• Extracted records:
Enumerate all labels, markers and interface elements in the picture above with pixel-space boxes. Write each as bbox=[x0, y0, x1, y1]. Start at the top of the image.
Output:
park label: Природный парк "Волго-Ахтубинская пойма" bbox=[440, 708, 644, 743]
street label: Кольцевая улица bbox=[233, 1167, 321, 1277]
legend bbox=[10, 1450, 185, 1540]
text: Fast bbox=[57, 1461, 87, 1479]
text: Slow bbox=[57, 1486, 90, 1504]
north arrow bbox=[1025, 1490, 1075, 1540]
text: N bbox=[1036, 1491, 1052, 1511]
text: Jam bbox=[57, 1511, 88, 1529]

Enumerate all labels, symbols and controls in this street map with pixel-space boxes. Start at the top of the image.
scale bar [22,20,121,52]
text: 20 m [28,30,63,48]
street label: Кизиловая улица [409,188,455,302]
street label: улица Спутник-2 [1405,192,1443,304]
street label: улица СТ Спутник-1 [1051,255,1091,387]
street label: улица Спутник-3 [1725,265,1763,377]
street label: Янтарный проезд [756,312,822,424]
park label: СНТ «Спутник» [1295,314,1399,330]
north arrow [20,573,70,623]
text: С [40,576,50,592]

• Exercise description: Nothing but the lines from the one with "Enumerate all labels, symbols" through the end of the data above should be repeated, each exactly as it stands.

• Task response:
Enumerate all labels, symbols and controls in this street map with pixel-space boxes. Start at the top of the image.
scale bar [22,20,121,52]
text: 20 m [28,30,63,48]
street label: Кизиловая улица [409,188,455,302]
street label: улица Спутник-2 [1405,192,1443,304]
street label: улица СТ Спутник-1 [1051,255,1091,387]
street label: улица Спутник-3 [1725,265,1763,377]
street label: Янтарный проезд [756,312,822,424]
park label: СНТ «Спутник» [1295,314,1399,330]
north arrow [20,573,70,623]
text: С [40,576,50,592]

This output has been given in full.